Study identifies mechanism holding electron pairs together in unconventional superconductors

Depending on the perspective one chooses, a theoretical calculation can describe observed physics more or less accurately. Back in 2015, Alessandro Toschi from the Institute of Solid State Physics at TU Wien and his team, within an international cooperation, developed a theoretical method that can be used to determine the best way of looking at unsolved questions in solid state physics.

Since then, the research team has further developed this diagnostic method and recently applied it to unconventional superconductors, together with researchers from the University of Michigan in Ann Arbor and the Max Planck Institute for Solid State Research in Stuttgart. The researchers recently published their results in the scientific journal Proceedings of the National Academy of Sciences (PNAS).

The idea behind this method can best be illustrated using an analogy: In classical mechanics, there are several ways to describe the motion of celestial bodies. If we consider the Earth as the center of the solar system, for example, the description quickly becomes confusing and complicated. But if we place the sun at the center of the model, the theoretical description becomes much more elegant and meaningful.

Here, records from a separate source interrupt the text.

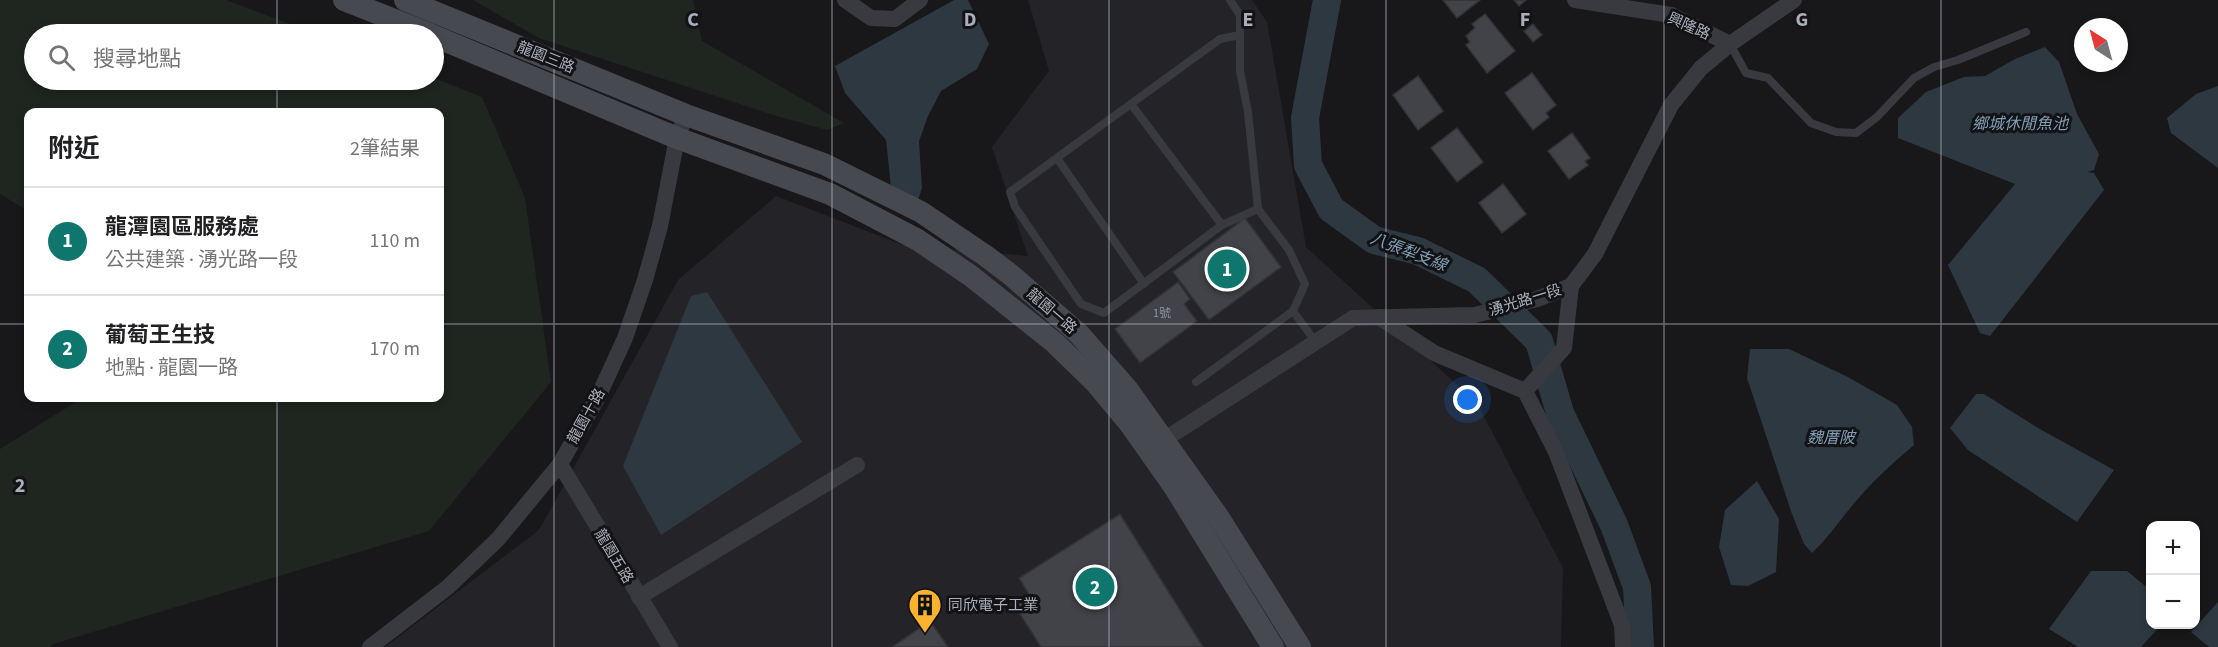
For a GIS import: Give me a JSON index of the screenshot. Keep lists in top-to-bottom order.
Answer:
{
  "streets": {
    "street": [
      "興隆路",
      "龍園三路",
      "湧光路一段",
      "龍園一路",
      "龍園十路",
      "龍園五路"
    ]
  },
  "crossings": [
    ["興隆路", "湧光路一段"],
    ["龍園三路", "龍園一路"],
    ["龍園三路", "龍園十路"],
    ["湧光路一段", "龍園一路"],
    ["龍園一路", "龍園十路"],
    ["龍園十路", "龍園五路"]
  ],
  "water": ["鄉城休閒魚池", "八張犁支線", "魏厝陂"],
  "places": {
    "building": ["同欣電子工業"]
  },
  "house_numbers": ["1號"],
  "north": "top left",
  "page": {
    "search": "搜尋地點",
    "heading": ["附近", "2筆結果"],
    "list": [
      {
        "mark": "1",
        "name": "龍潭園區服務處",
        "note": "公共建築 · 湧光路一段",
        "value": "110 m"
      },
      {
        "mark": "2",
        "name": "葡萄王生技",
        "note": "地點 · 龍園一路",
        "value": "170 m"
      }
    ],
    "pins": ["1", "2"],
    "map_buttons": ["+", "−"]
  },
  "grid": {
    "columns": [
      "C",
      "D",
      "E",
      "F",
      "G"
    ],
    "rows": ["2"]
  }
}
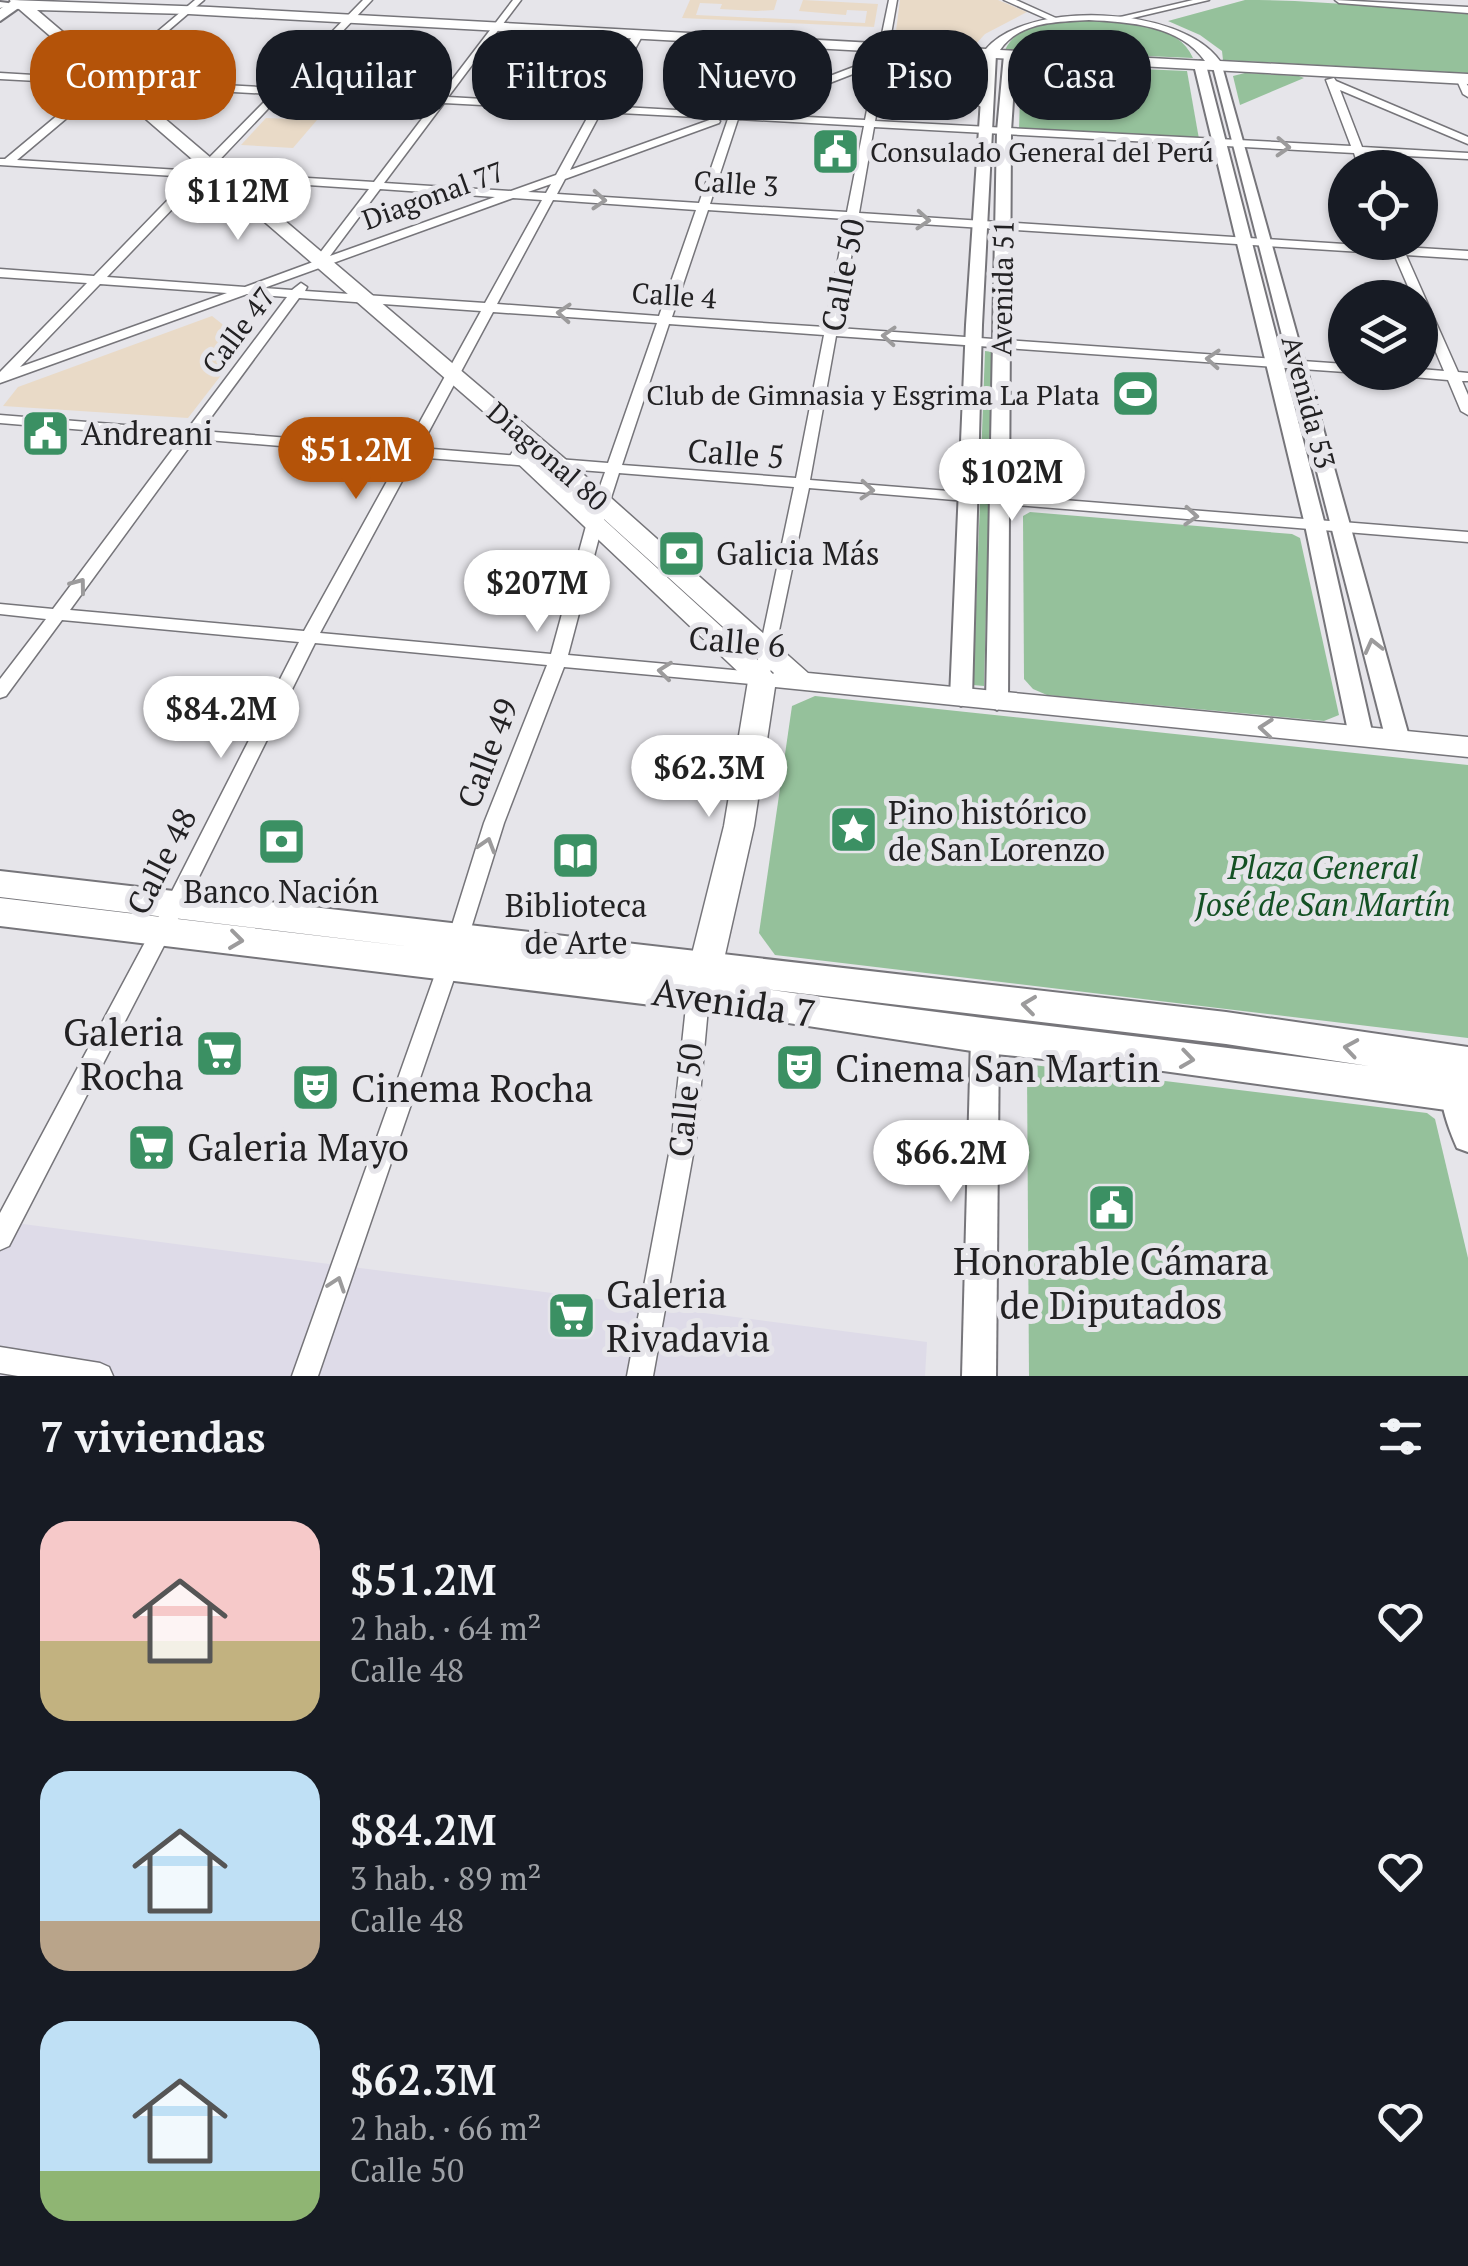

The situation is similar with the various competing mechanisms driving the physics of unconventional superconductors. Their electrical resistance—just as with conventional superconductors—drops abruptly to zero below a certain temperature level, which makes it possible to conduct and store electricity without loss. To realize this special state, the electrons of the solid must bind into pairs, despite mutual repulsion. This purely quantum physical phenomenon can be triggered by various mechanisms. While in conventional superconductors, the interaction between the electrons and the atomic vibrations plays a central role, this effect is usually negligible in unconventional superconductors. Here, the repulsive interaction between the electrons is of greater importance.

Theory and practice

For a long time, however, it was disputed by which microscopic mechanism this repulsion between the electrons is overcome and thus pairs can be formed—the so-called “pairing glue,” as Alessandro Toschi explains. In particular, the question is what kind of fluctuation (e.g., spin or charge) holds the electron pairs together in unconventional superconductors. “The colleagues from the University of Michigan therefore wanted to analyze their results for a calculation intended for the cuprate class of materials using our diagnostic method,” Toschi reports. These unconventional superconductors, whose crystal structure contains copper anions, were discovered as early as 1986 and have puzzled physics ever since.

The central question the researchers wanted to answer is in which formulation the physics of unconventional superconductivity is most transparent. This corresponds to identify which fluctuations are responsible for the electron pair bond. “We were finally able to show that the (antiferromagnetic) spin fluctuations are the ones behind the physics of unconventional superconductors. If you change the perspective and focus on the charge fluctuations, on the other hand, you get a blurred, and essentially useless representation of the underlying physics,” says Alessandro Toschi. To stay with the solar system analogy, the spin fluctuations thus correspond to that reference system in which the sun is placed at the center.

While only cuprates were investigated in the present study, these results can most likely also be transferred to the material class of nickelates, which, like cuprates, belong to the class of unconventional superconductors.

The mystery is solved

With this result, the research team not only contributes to a better understanding of the mechanism of unconventional superconductors. The realization that spin fluctuations are the decisive factor also makes it possible to simplify future theoretical calculations, thus allowing for more accurate predictions. “Previously, our method was only a theoretical tool. By making the practical connection, the method has emerged as one of the most important applications for a problem that the scientific community has been trying to solve for almost 40 years,” Alessandro Toschi sums up. “Our diagnostic tool provides unambiguous answers to previously open questions.”

But society can also benefit from the fundamental findings—from a perspective point of view. If superconductors can be used at higher temperatures and normal pressure in the future, they could contribute to solve the problem of energy storage, which is a limiting factor in the use of renewable energies.